> _Assignment_
Copy the data exactly; pictures stay out of the copy.
↓
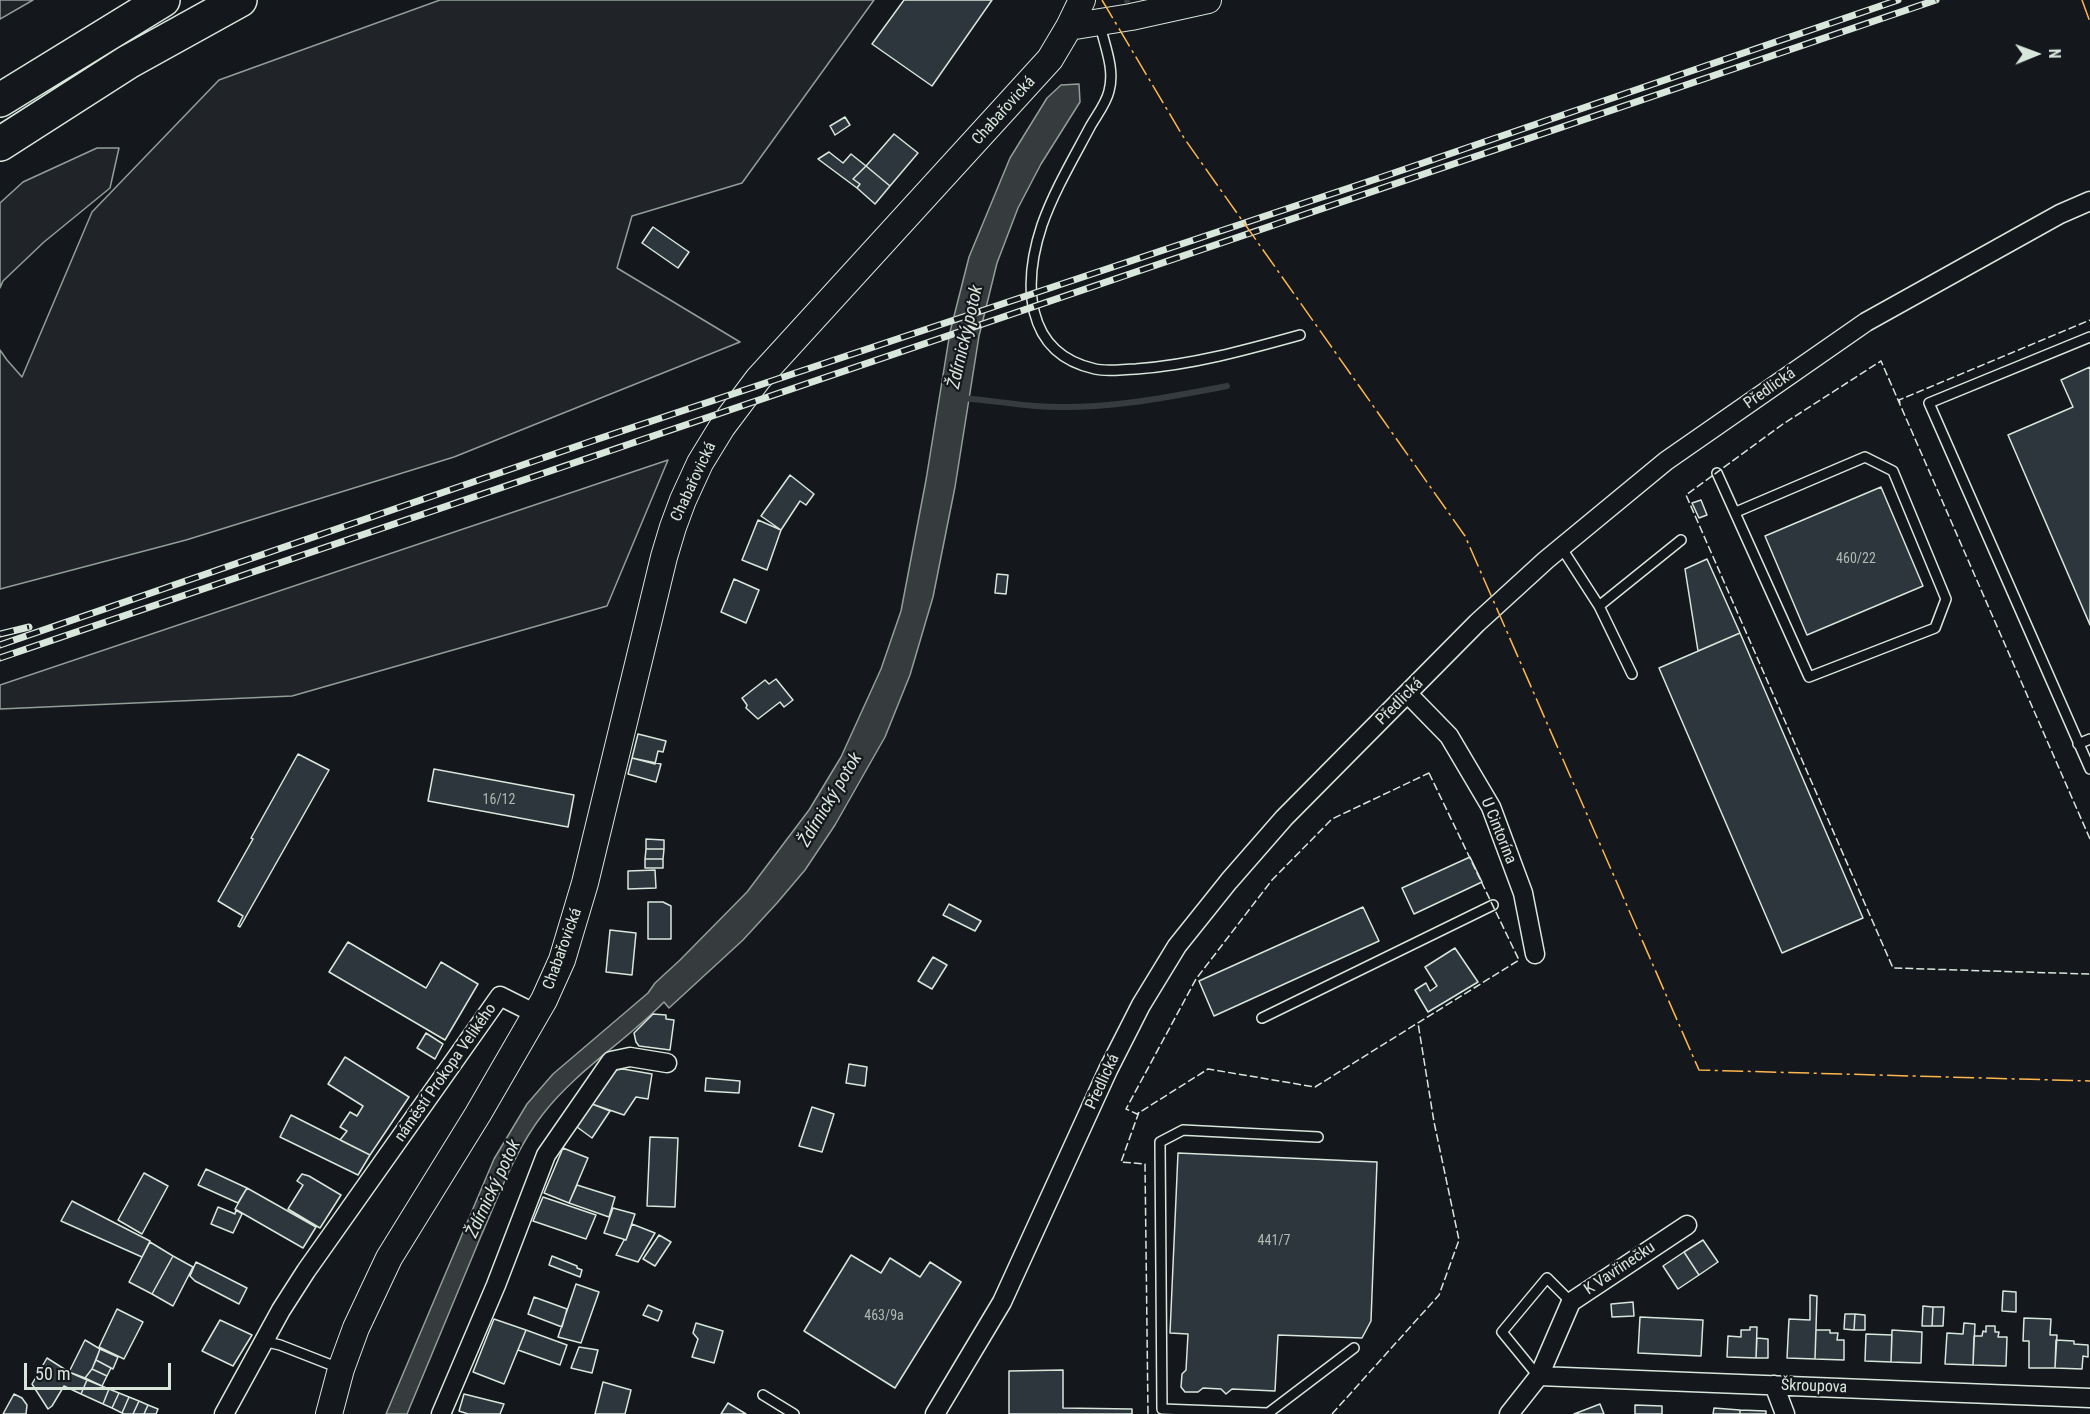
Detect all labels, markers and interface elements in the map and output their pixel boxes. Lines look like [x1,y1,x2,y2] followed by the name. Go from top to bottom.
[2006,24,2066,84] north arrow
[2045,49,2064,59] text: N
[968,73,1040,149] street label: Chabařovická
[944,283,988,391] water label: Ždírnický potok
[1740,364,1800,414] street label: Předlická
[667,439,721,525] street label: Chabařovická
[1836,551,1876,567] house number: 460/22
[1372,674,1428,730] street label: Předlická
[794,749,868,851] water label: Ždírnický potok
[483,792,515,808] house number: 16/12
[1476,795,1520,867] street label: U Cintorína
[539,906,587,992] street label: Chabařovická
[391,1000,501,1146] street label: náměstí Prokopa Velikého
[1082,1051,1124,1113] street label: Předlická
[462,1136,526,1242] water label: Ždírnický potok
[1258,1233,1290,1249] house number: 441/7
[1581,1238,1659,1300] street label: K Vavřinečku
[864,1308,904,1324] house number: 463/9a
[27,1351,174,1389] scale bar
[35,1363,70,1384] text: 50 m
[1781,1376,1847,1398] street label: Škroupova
↑
> _Solution_
Detect all labels, markers and interface elements in the map and output their pixel boxes. Lines look like [x1,y1,x2,y2] followed by the name. Go from top to bottom.
[2006,24,2066,84] north arrow
[2045,49,2064,59] text: N
[968,73,1040,149] street label: Chabařovická
[944,283,988,391] water label: Ždírnický potok
[1740,364,1800,414] street label: Předlická
[667,439,721,525] street label: Chabařovická
[1836,551,1876,567] house number: 460/22
[1372,674,1428,730] street label: Předlická
[794,749,868,851] water label: Ždírnický potok
[483,792,515,808] house number: 16/12
[1476,795,1520,867] street label: U Cintorína
[539,906,587,992] street label: Chabařovická
[391,1000,501,1146] street label: náměstí Prokopa Velikého
[1082,1051,1124,1113] street label: Předlická
[462,1136,526,1242] water label: Ždírnický potok
[1258,1233,1290,1249] house number: 441/7
[1581,1238,1659,1300] street label: K Vavřinečku
[864,1308,904,1324] house number: 463/9a
[27,1351,174,1389] scale bar
[35,1363,70,1384] text: 50 m
[1781,1376,1847,1398] street label: Škroupova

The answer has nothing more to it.